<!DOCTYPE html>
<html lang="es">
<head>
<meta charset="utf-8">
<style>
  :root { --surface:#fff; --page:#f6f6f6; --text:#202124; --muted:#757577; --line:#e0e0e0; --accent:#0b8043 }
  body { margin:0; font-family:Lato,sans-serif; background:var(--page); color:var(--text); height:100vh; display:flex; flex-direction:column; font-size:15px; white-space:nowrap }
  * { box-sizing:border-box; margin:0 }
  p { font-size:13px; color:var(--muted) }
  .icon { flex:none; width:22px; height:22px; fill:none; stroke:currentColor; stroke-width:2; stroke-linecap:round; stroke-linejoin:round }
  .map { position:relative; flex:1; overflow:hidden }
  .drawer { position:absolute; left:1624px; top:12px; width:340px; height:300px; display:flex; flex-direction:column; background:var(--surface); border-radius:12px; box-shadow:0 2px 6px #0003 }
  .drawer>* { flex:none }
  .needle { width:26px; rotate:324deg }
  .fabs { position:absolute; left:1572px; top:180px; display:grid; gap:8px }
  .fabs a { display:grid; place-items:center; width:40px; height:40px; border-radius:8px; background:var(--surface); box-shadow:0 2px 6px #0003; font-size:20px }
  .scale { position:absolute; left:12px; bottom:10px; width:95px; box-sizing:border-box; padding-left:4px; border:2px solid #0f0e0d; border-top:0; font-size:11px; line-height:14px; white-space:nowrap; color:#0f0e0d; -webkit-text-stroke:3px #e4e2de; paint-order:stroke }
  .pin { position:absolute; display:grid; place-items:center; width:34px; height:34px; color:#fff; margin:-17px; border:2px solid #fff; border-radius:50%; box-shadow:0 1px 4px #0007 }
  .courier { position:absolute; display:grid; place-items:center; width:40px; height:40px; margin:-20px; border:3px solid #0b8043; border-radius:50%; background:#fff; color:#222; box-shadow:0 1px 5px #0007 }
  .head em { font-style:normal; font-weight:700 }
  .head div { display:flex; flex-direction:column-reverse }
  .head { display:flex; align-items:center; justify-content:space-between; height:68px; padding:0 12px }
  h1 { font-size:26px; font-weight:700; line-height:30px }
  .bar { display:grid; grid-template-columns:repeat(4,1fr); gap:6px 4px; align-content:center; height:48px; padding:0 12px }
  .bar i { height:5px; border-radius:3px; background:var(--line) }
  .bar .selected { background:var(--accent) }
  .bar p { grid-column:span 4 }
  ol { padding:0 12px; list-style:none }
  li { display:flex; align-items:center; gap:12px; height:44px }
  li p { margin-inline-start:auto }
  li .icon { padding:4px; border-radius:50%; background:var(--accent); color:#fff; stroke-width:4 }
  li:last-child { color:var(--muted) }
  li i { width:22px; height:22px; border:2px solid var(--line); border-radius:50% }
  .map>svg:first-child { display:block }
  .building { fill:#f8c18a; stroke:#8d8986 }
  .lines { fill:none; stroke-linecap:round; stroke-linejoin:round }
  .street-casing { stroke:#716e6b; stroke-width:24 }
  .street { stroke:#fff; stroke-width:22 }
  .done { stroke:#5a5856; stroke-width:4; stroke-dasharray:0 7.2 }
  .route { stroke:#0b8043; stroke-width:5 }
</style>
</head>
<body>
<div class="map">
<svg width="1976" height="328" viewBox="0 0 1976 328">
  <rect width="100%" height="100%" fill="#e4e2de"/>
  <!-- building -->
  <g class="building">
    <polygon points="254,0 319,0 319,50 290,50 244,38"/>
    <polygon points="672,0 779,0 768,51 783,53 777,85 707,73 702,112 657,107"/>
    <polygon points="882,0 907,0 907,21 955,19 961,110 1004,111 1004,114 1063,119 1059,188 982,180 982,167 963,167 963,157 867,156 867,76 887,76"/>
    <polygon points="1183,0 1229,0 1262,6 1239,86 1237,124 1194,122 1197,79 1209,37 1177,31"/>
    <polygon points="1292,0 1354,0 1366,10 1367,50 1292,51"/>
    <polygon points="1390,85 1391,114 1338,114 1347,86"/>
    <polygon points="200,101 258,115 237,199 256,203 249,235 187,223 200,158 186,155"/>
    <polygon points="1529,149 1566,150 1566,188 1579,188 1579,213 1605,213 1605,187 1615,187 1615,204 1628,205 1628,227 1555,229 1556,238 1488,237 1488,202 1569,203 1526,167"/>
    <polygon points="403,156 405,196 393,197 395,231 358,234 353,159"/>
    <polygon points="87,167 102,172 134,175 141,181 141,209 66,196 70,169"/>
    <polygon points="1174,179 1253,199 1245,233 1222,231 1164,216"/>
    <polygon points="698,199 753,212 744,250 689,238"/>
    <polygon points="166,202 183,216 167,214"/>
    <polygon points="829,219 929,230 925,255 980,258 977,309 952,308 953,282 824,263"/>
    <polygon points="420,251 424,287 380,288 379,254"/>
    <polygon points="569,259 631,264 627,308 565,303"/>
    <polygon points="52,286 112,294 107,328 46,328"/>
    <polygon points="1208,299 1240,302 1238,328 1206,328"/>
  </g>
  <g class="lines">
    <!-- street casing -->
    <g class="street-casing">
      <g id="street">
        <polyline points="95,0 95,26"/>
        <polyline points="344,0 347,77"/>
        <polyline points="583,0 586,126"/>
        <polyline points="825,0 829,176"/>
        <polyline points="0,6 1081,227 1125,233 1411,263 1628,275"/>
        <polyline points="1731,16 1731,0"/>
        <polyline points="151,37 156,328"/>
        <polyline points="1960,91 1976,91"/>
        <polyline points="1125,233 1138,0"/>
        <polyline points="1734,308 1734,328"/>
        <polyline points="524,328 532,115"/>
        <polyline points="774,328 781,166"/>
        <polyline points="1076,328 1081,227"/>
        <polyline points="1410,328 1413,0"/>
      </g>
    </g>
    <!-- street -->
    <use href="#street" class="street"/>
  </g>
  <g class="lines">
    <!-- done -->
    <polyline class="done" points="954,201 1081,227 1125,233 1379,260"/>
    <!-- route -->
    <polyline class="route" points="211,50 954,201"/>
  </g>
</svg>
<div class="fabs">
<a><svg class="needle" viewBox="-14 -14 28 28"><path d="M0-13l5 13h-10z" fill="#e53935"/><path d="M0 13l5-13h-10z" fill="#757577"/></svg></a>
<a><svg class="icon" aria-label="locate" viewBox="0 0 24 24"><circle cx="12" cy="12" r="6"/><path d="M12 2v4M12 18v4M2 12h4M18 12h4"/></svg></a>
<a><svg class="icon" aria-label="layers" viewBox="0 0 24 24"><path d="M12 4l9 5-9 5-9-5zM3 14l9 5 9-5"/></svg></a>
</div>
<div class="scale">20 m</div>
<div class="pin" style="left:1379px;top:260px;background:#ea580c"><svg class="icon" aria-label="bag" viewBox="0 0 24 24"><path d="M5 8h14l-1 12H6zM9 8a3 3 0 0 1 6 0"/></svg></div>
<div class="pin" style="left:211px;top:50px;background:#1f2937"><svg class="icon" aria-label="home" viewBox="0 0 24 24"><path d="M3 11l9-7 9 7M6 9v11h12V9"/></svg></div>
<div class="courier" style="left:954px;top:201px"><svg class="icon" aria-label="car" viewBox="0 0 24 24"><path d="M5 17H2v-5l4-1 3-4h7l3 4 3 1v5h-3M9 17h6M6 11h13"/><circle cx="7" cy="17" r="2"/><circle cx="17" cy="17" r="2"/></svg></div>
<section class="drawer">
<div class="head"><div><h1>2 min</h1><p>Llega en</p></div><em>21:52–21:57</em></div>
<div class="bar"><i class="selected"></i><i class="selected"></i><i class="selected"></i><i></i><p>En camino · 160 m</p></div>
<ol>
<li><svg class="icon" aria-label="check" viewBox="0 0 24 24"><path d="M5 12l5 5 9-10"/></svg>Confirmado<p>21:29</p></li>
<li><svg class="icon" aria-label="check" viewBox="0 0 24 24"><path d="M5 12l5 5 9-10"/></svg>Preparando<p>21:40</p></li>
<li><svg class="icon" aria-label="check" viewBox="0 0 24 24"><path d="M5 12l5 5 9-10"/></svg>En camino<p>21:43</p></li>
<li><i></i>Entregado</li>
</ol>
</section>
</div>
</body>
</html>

— The problem —
Among the entries above, find the line with "flex:none; width:22px; height:22px;" and the line with "display:grid; place-items:center; width:34px;"; give again exactly these two lines and all lines between them.

— Task output —
  .icon { flex:none; width:22px; height:22px; fill:none; stroke:currentColor; stroke-width:2; stroke-linecap:round; stroke-linejoin:round }
  .map { position:relative; flex:1; overflow:hidden }
  .drawer { position:absolute; left:1624px; top:12px; width:340px; height:300px; display:flex; flex-direction:column; background:var(--surface); border-radius:12px; box-shadow:0 2px 6px #0003 }
  .drawer>* { flex:none }
  .needle { width:26px; rotate:324deg }
  .fabs { position:absolute; left:1572px; top:180px; display:grid; gap:8px }
  .fabs a { display:grid; place-items:center; width:40px; height:40px; border-radius:8px; background:var(--surface); box-shadow:0 2px 6px #0003; font-size:20px }
  .scale { position:absolute; left:12px; bottom:10px; width:95px; box-sizing:border-box; padding-left:4px; border:2px solid #0f0e0d; border-top:0; font-size:11px; line-height:14px; white-space:nowrap; color:#0f0e0d; -webkit-text-stroke:3px #e4e2de; paint-order:stroke }
  .pin { position:absolute; display:grid; place-items:center; width:34px; height:34px; color:#fff; margin:-17px; border:2px solid #fff; border-radius:50%; box-shadow:0 1px 4px #0007 }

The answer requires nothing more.